_Assignment_.
Copy every line below where the string "this" is found.

========================

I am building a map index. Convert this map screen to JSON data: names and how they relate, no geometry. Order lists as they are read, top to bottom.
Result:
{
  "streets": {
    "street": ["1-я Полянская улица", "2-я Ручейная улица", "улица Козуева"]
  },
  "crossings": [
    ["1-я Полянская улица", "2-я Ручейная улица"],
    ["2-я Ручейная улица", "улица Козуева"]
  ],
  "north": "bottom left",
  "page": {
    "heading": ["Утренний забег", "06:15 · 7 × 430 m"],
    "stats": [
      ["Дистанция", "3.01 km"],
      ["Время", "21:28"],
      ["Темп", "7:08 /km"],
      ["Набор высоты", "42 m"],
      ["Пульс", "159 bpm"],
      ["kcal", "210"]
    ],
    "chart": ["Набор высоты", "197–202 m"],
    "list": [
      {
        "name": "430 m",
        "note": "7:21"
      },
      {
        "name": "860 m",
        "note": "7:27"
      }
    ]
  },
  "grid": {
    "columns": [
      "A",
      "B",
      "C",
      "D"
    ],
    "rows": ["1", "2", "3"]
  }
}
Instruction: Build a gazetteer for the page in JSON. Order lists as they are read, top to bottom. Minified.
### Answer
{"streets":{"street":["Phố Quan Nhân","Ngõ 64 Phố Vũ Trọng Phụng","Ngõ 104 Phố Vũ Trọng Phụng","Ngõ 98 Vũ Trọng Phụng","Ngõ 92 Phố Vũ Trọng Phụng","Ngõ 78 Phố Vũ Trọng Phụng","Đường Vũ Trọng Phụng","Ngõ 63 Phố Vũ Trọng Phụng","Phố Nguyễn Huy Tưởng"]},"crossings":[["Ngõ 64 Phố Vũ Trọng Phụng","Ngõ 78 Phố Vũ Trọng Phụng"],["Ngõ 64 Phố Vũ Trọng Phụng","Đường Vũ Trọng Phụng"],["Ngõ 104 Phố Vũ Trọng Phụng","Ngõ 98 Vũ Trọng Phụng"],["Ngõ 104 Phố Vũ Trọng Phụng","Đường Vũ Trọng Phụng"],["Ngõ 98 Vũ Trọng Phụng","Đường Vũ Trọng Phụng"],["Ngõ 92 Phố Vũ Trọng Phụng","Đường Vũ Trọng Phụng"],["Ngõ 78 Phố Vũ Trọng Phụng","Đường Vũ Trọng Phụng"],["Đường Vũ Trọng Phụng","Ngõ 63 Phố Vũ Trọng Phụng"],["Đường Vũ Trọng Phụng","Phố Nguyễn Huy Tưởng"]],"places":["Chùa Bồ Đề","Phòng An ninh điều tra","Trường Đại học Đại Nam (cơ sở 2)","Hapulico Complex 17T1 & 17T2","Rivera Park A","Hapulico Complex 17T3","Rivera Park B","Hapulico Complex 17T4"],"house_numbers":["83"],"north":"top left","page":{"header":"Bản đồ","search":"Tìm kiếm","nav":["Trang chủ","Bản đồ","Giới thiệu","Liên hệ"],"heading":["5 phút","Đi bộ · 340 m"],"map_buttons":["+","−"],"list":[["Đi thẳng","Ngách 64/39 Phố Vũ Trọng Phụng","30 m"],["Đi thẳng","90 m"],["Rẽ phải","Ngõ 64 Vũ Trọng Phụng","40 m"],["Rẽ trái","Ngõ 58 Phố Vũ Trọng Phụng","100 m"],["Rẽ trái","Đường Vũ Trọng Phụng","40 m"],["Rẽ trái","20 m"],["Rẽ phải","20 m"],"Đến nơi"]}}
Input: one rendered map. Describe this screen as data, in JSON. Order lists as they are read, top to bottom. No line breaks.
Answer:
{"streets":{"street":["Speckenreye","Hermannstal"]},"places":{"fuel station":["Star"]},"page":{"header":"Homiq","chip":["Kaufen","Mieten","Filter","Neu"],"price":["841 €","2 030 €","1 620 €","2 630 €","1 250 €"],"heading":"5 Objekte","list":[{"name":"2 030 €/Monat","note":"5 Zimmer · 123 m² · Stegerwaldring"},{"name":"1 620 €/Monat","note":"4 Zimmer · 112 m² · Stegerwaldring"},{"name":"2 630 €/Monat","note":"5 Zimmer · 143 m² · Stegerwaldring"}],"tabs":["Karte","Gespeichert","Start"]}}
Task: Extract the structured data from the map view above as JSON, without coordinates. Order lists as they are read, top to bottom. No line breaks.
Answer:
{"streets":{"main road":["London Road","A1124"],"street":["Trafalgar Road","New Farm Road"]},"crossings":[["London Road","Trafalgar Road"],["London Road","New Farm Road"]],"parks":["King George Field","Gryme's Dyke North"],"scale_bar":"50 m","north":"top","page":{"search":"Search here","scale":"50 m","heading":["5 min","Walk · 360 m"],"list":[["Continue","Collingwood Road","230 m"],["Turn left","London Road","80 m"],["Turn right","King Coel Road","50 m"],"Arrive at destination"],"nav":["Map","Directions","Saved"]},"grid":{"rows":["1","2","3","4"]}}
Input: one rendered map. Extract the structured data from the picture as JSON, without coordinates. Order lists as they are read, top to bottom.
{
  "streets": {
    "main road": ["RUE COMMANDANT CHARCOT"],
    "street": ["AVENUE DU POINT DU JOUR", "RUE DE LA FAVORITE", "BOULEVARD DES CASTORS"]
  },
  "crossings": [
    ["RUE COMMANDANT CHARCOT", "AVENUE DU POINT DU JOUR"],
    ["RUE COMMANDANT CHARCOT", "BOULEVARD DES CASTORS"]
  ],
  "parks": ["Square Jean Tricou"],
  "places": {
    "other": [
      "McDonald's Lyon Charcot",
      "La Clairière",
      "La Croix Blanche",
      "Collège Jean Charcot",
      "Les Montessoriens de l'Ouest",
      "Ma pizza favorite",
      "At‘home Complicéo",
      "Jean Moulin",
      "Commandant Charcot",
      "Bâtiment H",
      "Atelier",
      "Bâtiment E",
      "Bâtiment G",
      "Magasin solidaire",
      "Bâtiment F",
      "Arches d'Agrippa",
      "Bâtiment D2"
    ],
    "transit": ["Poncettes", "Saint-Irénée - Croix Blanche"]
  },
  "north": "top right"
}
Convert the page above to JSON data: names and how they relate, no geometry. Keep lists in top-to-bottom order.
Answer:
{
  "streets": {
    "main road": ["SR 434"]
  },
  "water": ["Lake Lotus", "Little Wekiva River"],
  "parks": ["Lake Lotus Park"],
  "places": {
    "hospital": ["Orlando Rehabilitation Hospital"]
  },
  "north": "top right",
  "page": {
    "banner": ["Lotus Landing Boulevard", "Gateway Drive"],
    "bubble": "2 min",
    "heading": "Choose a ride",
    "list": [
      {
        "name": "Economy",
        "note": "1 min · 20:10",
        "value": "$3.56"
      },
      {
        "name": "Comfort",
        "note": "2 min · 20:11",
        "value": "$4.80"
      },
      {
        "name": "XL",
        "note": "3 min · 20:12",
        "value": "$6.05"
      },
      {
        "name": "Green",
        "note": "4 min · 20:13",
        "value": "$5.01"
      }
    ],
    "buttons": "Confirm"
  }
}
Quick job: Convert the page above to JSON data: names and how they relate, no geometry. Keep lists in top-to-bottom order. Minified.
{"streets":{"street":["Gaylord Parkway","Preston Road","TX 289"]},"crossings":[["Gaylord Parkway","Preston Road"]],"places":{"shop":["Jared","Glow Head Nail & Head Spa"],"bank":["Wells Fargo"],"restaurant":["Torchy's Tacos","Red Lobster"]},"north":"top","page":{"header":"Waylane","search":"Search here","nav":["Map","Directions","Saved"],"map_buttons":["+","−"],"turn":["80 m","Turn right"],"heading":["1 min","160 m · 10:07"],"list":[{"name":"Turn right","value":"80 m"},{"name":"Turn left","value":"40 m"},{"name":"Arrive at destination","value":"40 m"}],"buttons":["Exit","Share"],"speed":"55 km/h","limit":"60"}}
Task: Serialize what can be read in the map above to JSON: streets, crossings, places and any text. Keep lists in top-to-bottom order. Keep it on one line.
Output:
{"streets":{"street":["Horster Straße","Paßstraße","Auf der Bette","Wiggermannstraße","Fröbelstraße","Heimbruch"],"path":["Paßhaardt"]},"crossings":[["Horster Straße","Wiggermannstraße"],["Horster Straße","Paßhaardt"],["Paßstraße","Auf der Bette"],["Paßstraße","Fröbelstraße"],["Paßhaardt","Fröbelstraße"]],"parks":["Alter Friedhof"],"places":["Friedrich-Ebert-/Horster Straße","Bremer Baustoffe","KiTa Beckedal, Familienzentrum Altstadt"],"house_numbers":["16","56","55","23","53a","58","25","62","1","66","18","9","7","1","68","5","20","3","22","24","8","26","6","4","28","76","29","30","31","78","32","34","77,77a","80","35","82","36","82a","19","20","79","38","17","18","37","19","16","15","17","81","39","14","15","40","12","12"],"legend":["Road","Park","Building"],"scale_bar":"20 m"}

========================

_Final answer_.
I am building a map index. Convert this map screen to JSON data: names and how they relate, no geometry. Order lists as they are read, top to bottom.
Input: one rendered map. Describe this screen as data, in JSON. Order lists as they are read, top to bottom. No line breaks.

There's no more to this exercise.